**Your objective:** Find the line containing "Serialize what can" in the data below and repeat it, along with all later lines, exactly through the last one.

**Data:**
Segment Open
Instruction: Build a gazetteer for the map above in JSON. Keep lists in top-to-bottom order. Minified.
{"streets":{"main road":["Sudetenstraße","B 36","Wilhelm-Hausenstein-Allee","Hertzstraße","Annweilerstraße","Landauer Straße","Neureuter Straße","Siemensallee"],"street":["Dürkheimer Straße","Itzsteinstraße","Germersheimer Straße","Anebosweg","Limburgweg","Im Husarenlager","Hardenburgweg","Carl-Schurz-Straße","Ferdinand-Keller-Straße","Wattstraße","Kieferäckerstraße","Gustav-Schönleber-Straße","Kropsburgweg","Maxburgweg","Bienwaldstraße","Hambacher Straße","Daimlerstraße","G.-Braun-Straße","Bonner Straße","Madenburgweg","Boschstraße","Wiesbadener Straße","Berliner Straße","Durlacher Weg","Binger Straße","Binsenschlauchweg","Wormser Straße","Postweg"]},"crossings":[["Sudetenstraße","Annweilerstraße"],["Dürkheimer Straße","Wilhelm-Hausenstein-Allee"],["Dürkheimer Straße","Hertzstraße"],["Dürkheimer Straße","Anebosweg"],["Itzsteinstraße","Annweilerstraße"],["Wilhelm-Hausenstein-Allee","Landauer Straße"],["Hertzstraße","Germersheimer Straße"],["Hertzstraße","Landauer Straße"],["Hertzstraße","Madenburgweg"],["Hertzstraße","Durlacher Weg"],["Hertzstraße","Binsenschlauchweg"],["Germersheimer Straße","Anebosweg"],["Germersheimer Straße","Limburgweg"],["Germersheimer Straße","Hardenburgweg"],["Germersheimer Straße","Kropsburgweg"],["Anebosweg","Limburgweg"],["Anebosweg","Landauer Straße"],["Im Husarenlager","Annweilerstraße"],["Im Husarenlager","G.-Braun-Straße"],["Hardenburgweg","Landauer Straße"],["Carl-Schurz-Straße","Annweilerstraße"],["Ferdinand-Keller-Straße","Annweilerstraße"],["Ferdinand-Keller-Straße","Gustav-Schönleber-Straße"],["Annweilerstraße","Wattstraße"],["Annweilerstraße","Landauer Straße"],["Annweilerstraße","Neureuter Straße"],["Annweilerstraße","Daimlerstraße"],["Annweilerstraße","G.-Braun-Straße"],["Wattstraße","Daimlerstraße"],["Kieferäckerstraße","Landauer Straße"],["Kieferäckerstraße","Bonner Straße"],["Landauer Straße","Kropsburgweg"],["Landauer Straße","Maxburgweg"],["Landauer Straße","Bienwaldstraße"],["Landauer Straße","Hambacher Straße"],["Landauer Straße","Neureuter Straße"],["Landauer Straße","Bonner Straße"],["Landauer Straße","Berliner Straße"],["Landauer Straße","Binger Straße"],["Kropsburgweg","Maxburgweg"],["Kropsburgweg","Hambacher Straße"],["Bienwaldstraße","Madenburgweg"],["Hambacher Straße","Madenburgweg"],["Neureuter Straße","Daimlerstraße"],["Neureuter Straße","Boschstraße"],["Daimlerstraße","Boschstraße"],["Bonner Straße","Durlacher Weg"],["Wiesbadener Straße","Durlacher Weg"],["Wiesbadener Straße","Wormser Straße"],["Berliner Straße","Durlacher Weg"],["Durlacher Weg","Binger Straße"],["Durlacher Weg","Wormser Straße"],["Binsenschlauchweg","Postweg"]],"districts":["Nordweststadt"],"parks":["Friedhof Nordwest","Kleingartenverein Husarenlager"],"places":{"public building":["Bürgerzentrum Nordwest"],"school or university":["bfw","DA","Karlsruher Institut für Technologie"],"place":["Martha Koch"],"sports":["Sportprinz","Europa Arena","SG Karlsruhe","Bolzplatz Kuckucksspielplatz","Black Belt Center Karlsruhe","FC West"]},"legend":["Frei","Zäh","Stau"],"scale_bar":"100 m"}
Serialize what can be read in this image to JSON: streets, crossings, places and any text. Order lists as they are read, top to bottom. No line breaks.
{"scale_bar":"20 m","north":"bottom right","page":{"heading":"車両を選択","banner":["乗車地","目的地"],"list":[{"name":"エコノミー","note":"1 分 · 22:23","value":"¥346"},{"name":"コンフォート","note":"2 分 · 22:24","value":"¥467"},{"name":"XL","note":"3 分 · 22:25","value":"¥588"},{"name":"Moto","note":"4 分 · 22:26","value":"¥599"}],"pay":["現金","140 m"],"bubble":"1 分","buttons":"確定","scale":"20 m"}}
Segment Closed
**Result of the task:**
Serialize what can be read in this image to JSON: streets, crossings, places and any text. Order lists as they are read, top to bottom. No line breaks.
{"scale_bar":"20 m","north":"bottom right","page":{"heading":"車両を選択","banner":["乗車地","目的地"],"list":[{"name":"エコノミー","note":"1 分 · 22:23","value":"¥346"},{"name":"コンフォート","note":"2 分 · 22:24","value":"¥467"},{"name":"XL","note":"3 分 · 22:25","value":"¥588"},{"name":"Moto","note":"4 分 · 22:26","value":"¥599"}],"pay":["現金","140 m"],"bubble":"1 分","buttons":"確定","scale":"20 m"}}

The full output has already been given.